Work to complete: Scan the data below and copy each line where "Básica" occurs.

++++++

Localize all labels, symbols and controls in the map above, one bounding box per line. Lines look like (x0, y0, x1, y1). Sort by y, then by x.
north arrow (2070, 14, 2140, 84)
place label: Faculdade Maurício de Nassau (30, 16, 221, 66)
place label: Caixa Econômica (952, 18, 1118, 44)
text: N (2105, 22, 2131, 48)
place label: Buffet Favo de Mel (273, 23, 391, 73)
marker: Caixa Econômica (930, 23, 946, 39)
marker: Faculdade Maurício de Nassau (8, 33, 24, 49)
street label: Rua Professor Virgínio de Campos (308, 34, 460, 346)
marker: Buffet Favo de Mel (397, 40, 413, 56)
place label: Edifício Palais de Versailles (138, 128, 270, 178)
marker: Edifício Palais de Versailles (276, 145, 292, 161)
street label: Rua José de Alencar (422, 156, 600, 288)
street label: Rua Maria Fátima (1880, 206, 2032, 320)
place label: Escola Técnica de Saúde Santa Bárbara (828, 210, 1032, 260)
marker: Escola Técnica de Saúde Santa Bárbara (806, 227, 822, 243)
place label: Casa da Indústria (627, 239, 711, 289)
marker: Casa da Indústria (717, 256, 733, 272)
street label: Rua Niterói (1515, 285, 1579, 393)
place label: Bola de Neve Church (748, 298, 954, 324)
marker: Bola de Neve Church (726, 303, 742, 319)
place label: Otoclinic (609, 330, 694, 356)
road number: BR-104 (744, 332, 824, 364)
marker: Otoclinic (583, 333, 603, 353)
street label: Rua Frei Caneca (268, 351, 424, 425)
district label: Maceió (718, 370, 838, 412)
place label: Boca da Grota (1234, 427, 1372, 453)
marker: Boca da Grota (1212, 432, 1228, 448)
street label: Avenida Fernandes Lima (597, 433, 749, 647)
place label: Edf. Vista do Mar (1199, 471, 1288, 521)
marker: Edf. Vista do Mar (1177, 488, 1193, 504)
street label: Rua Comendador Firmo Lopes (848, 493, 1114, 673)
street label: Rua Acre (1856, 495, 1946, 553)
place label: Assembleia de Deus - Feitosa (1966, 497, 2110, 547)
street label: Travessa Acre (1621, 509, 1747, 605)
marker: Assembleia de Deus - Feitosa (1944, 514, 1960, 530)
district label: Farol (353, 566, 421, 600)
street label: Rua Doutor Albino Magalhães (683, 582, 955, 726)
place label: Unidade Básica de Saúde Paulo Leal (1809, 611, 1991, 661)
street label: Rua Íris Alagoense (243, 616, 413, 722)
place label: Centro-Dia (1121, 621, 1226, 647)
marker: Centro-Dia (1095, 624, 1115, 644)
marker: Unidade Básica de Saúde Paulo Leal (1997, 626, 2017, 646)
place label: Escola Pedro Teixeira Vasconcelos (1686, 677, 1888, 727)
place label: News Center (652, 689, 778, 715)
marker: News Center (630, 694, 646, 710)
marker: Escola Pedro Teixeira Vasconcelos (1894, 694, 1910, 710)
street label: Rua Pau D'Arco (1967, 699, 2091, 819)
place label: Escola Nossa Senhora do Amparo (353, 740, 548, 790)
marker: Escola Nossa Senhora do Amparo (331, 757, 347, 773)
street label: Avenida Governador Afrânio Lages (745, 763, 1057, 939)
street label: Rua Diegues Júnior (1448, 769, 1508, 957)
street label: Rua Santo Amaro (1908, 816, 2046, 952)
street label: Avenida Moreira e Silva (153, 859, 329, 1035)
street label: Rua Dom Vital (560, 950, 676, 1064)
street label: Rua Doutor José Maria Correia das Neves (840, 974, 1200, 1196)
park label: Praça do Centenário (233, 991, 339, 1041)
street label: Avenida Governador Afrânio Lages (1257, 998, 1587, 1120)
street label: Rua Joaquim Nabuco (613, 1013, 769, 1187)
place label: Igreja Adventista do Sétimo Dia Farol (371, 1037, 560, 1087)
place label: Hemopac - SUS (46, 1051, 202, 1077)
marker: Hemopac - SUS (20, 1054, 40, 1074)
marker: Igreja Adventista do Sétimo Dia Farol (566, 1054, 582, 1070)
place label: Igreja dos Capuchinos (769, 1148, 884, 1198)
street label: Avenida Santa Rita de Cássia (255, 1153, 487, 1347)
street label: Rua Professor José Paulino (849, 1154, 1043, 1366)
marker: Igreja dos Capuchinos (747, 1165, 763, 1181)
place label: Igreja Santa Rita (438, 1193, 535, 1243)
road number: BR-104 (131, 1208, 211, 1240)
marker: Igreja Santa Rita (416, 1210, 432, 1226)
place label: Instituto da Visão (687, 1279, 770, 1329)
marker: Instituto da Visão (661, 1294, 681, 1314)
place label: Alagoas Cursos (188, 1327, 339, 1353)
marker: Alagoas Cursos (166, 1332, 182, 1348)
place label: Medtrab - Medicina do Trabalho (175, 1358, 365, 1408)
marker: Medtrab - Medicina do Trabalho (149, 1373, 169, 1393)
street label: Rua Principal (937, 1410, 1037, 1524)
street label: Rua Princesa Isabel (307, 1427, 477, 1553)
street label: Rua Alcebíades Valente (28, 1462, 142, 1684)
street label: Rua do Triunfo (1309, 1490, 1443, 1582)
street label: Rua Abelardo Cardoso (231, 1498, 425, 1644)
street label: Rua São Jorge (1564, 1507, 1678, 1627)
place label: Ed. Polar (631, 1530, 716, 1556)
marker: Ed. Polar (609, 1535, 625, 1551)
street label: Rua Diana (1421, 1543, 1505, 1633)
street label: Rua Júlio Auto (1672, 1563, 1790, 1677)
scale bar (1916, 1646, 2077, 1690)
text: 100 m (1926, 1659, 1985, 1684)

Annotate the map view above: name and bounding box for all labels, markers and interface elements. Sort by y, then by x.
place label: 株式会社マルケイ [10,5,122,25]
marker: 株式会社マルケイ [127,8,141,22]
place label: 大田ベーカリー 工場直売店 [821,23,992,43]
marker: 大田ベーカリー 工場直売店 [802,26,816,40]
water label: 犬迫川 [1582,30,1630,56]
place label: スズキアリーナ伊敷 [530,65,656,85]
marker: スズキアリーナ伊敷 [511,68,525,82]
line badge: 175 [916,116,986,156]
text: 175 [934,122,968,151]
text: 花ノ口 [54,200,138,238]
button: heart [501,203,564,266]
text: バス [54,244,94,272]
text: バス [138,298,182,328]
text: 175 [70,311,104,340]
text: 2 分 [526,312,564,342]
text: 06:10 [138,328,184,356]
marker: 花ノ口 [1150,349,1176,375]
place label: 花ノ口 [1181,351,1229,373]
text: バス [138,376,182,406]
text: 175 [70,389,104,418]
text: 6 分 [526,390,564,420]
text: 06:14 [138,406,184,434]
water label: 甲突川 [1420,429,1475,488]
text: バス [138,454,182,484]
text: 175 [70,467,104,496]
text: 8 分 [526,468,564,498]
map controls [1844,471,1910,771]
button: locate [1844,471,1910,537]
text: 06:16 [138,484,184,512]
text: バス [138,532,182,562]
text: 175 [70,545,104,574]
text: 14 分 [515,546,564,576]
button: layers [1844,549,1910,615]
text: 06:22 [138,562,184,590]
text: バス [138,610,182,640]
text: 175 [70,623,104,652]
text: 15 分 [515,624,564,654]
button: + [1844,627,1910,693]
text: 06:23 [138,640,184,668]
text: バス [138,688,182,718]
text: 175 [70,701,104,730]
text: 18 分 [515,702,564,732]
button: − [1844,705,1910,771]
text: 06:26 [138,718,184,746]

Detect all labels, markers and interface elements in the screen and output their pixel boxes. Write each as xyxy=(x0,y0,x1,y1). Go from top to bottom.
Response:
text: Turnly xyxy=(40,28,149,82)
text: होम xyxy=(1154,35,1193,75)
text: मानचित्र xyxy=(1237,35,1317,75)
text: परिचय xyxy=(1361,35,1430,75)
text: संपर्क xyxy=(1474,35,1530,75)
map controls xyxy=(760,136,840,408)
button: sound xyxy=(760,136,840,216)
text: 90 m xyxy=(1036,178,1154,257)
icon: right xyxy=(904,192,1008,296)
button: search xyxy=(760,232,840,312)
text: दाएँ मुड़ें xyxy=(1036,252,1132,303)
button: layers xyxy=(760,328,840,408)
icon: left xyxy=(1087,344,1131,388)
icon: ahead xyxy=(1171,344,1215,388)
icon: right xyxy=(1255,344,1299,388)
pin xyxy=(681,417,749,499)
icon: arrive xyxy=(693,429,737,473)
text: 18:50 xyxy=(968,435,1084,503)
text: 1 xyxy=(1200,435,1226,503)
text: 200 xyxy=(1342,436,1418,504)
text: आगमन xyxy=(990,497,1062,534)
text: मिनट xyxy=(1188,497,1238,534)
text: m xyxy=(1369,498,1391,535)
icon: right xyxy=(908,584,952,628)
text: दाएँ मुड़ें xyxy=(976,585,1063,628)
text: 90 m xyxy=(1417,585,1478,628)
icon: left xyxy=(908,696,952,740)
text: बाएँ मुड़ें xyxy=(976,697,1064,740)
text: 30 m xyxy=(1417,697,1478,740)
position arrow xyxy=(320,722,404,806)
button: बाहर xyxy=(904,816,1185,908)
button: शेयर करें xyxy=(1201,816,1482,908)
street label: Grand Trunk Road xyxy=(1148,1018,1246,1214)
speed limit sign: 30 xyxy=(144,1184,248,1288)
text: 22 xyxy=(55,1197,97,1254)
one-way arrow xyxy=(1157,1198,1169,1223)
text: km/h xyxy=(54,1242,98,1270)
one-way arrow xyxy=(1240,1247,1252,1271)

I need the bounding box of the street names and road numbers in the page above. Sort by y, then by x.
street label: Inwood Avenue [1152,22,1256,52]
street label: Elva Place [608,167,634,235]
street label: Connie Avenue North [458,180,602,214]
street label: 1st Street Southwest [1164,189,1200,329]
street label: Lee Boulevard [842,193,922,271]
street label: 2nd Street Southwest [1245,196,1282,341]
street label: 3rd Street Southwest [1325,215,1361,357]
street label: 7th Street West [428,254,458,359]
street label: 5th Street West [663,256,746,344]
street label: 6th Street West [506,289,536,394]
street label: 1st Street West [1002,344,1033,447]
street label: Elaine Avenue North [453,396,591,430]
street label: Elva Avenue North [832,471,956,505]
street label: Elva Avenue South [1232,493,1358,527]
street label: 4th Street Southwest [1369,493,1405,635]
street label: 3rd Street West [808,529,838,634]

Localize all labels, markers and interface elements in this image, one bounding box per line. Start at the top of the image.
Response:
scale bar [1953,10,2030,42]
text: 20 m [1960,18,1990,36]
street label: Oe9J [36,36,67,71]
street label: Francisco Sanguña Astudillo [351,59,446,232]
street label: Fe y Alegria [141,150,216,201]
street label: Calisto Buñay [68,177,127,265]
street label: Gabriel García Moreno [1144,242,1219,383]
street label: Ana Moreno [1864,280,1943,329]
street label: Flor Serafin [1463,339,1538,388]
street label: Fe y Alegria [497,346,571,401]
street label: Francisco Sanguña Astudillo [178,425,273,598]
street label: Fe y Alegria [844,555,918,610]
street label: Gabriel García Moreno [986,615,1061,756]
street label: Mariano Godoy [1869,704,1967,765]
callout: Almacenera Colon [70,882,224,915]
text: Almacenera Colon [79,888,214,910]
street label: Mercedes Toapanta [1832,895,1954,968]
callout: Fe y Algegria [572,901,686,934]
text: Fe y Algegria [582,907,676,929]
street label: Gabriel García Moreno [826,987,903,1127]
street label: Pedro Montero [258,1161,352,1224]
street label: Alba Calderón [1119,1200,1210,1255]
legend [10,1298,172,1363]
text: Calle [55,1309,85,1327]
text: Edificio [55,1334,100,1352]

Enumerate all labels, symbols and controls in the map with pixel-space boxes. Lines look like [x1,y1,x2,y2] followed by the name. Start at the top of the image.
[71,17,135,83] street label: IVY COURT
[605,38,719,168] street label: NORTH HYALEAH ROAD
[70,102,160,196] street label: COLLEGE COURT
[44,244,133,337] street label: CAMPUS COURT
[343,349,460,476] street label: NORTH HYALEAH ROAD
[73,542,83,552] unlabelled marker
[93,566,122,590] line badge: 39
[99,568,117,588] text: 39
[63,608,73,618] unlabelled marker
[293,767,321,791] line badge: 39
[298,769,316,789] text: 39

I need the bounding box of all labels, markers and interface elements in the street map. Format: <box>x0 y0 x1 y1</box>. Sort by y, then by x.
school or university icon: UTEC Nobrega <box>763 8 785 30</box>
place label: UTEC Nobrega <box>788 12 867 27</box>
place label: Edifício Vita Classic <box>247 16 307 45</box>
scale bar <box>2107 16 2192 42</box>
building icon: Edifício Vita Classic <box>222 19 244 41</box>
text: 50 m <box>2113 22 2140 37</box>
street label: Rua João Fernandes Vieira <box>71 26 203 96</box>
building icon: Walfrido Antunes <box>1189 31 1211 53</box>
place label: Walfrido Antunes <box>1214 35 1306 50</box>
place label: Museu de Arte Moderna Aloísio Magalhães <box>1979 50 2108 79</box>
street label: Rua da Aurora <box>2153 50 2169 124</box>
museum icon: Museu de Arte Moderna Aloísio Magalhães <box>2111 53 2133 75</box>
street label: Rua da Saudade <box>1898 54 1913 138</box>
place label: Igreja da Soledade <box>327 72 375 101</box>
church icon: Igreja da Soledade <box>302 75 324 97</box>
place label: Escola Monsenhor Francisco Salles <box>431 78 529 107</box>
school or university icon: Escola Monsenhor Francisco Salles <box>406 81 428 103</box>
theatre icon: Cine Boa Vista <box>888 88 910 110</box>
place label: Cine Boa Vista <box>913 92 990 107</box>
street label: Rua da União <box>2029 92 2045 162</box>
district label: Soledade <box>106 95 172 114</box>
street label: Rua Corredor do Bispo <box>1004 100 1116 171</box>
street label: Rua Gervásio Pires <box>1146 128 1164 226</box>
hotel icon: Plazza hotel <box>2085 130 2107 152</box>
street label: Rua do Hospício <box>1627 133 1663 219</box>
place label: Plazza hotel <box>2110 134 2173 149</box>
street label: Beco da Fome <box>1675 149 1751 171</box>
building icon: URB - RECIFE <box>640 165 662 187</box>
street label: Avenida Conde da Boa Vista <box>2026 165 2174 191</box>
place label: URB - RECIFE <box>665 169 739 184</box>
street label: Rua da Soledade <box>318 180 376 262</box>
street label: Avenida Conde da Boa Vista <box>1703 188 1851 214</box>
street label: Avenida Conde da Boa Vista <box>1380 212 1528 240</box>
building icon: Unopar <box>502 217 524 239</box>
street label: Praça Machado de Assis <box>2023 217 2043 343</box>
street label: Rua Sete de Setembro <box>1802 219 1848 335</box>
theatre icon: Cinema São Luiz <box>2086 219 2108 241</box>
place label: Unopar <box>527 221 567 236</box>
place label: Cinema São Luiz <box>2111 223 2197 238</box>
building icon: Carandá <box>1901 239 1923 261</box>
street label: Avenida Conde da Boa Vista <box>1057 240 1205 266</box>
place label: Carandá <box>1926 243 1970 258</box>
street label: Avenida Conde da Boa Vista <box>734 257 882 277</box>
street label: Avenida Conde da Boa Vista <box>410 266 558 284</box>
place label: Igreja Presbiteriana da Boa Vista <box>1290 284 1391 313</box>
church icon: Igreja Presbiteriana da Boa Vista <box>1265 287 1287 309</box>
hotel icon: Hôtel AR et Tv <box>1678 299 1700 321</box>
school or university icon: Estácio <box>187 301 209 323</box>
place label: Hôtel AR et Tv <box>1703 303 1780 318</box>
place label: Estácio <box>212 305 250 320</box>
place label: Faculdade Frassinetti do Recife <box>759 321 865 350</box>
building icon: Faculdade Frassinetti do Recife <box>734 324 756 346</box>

++++++

Answer box:
place label: Unidade Básica de Saúde Paulo Leal (1809, 611, 1991, 661)
marker: Unidade Básica de Saúde Paulo Leal (1997, 626, 2017, 646)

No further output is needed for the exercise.